**Problem**
Search the records for the string "Lady" and return each line that has it.

+++

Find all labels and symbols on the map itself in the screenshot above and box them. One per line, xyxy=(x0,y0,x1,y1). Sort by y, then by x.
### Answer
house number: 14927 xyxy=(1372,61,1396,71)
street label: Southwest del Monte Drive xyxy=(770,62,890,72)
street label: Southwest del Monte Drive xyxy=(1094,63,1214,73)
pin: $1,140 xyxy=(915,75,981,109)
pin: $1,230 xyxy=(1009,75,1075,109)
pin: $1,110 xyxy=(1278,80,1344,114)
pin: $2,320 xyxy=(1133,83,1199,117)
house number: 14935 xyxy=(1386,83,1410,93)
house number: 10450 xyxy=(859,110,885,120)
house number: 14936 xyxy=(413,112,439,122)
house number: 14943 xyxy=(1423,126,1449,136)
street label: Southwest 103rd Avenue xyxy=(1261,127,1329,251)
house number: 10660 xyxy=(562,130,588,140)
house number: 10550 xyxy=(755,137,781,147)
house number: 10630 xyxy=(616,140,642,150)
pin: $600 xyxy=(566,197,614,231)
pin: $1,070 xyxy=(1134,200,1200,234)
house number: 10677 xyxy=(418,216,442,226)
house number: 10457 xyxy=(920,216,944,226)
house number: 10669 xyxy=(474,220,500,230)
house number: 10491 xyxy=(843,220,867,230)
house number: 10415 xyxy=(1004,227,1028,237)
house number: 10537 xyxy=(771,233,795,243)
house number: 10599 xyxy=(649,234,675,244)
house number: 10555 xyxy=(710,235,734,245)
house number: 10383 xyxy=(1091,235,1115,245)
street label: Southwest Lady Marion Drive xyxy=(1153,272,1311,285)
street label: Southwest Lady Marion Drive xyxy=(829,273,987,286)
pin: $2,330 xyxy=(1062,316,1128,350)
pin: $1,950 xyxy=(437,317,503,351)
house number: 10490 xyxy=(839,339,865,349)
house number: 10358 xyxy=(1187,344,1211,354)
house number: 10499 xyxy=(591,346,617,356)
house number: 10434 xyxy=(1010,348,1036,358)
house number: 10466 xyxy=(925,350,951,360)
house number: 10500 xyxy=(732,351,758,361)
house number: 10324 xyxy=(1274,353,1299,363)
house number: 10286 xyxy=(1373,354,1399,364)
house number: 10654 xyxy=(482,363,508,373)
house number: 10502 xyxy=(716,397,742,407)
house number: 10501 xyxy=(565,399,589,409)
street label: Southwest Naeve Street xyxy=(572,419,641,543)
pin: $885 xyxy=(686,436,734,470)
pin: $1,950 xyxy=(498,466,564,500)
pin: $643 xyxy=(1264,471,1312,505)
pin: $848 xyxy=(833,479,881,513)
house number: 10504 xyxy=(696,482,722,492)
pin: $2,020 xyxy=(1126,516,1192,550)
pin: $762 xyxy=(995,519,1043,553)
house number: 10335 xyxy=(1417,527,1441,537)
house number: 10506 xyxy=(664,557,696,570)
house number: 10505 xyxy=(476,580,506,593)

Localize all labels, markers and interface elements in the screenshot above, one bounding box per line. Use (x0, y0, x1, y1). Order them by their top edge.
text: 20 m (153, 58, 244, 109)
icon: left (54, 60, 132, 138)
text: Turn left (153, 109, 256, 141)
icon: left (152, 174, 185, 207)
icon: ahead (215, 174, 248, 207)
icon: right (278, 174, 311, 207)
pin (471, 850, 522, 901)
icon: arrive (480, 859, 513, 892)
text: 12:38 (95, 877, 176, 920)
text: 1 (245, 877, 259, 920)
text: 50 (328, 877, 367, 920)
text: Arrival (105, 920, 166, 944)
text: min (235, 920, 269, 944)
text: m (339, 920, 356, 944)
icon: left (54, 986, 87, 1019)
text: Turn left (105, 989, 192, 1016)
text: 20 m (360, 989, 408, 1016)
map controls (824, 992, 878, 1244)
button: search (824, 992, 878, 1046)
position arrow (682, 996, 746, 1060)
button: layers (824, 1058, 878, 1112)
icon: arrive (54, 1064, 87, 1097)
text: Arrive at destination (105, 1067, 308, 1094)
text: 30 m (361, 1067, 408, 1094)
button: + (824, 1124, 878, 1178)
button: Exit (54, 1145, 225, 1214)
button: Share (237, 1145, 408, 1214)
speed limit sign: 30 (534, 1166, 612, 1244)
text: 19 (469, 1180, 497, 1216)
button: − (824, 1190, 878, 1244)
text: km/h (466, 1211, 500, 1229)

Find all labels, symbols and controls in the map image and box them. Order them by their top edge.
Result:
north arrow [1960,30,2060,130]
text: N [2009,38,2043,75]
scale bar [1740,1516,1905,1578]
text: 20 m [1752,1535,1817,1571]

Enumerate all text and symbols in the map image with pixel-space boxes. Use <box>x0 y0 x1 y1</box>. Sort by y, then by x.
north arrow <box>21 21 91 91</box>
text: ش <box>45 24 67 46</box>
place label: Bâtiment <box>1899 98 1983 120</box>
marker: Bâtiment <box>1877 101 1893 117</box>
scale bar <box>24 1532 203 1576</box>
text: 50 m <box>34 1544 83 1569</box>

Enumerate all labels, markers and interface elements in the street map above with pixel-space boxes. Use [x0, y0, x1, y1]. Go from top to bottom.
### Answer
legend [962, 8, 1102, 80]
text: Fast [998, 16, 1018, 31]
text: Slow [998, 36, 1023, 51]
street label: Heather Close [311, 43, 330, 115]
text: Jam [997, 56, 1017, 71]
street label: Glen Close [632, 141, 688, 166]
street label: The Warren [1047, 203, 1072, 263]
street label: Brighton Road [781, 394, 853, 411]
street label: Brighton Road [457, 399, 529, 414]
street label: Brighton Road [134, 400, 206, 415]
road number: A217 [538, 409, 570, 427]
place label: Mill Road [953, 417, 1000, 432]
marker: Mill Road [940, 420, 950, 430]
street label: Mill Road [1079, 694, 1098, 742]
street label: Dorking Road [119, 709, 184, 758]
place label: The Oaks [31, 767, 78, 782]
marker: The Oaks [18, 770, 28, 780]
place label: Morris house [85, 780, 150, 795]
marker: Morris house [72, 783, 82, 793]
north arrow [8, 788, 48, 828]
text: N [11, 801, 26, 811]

+++

**The answer**
street label: Southwest Lady Marion Drive xyxy=(1153,272,1311,285)
street label: Southwest Lady Marion Drive xyxy=(829,273,987,286)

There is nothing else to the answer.